The GPU CUDA kernel is launched by using a specific syntax, the triple angle bracket <<< >>>. This will inform the compiler that the kernel that follows is a GPU kernel and will therefore be executed on the GPU. The information between the triple angle brackets is the execution configuration, which determines how many threads on the device (GPU) will execute the kernel in parallel. These threads are arranged in what are thread blocks, hence the developer should specify how many threads there are per block.
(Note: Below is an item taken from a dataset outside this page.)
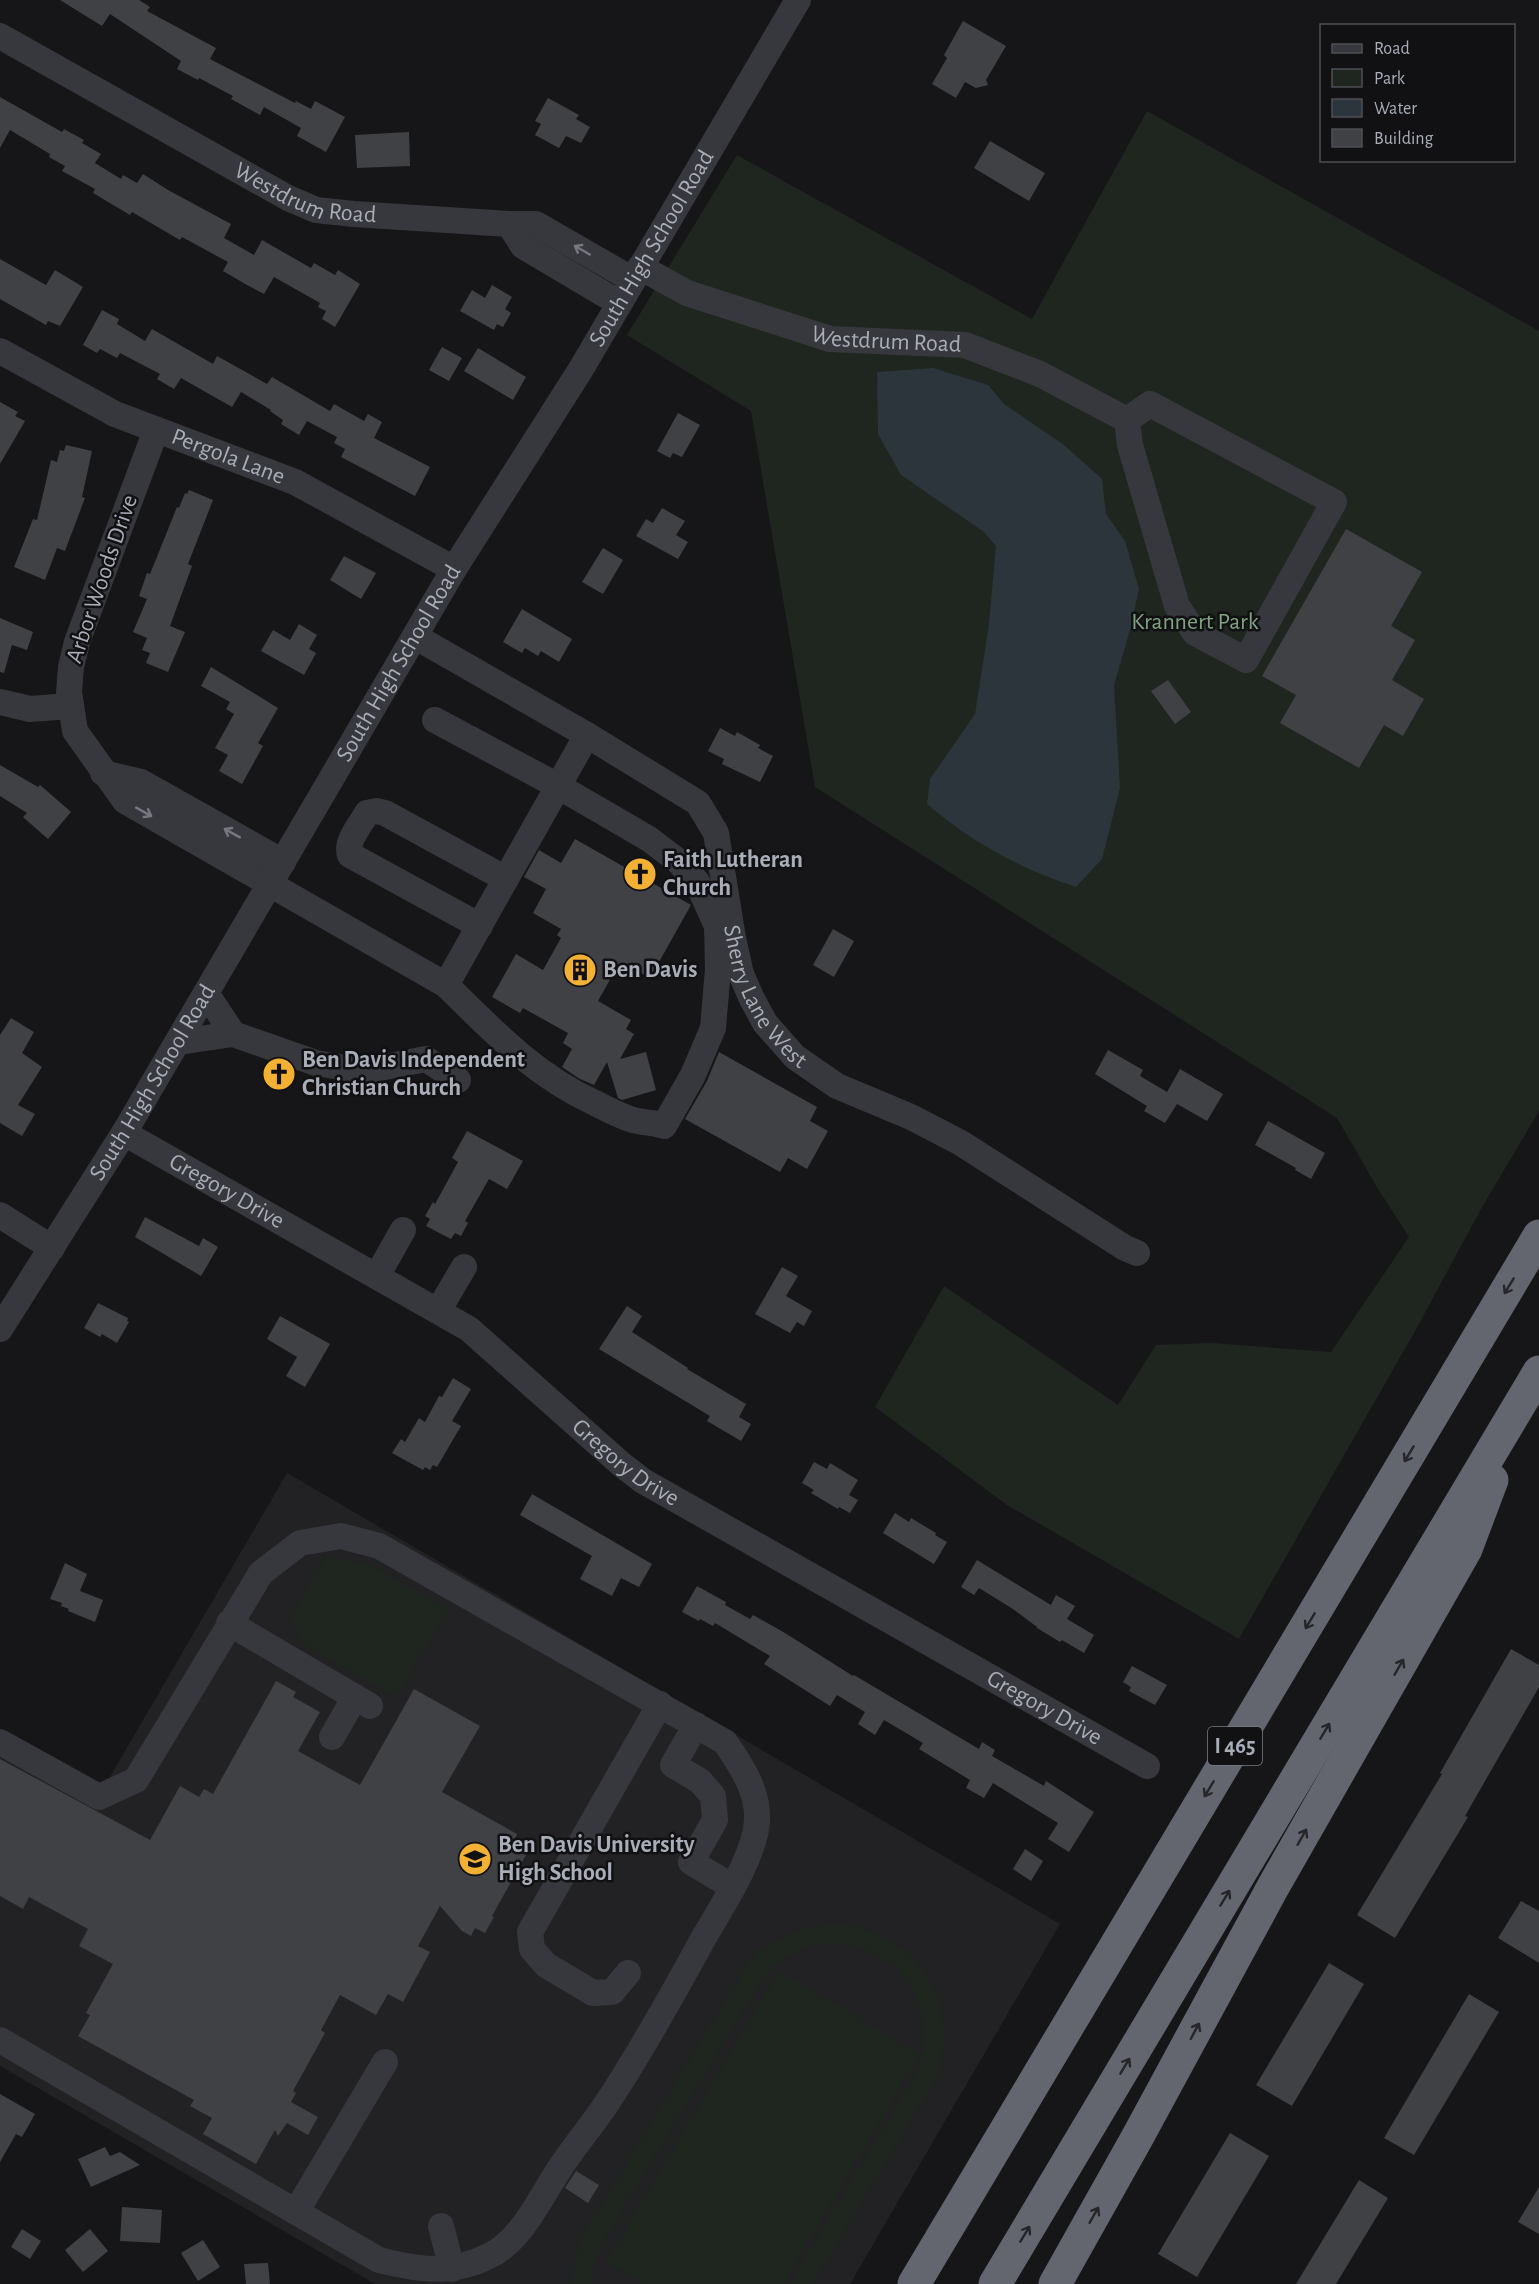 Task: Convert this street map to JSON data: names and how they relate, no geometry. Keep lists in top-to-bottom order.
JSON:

The number of threads per block should be a round multiple of 32 (the warp size).

An example of a launching a GPU CUDA kernel (GPU_Cuda_Kernel_Name) is as follows:

// Cuda kernel set-up
int nThreadsPerBlock = 128; //Number of threads per block
dim3 nThreads(nThreadsPerBlock);
 
// Number of BLOCKS needed 
int nBlocks = (number_of_Elements)/nThreadsPerBlock	+ ((number_of_Elements % nThreadsPerBlock > 0) ? 1 : 0);

// Launch the GPU CUDA kernel
GPU_Cuda_Kernel_Name <<< nBlocks, nThreads >>> (Provide_Arguments_here); 

The first argument in the execution configuration; GPU_Cuda_Kernel_Name <<< nBlocks, nThreads>>> specifies the number of thread blocks (nBlocks), while (nThreads) specifies the number of threads in a thread block.

Remember that CUDA kernel launches don’t block the calling CPU thread. This means that once the kernel is launched, the control is returned to the CPU thread and the code will resume. In order to ensure that the GPU kernel has completed its task, a synchronsation barrier might be needed using cudaDeviceSynchronize().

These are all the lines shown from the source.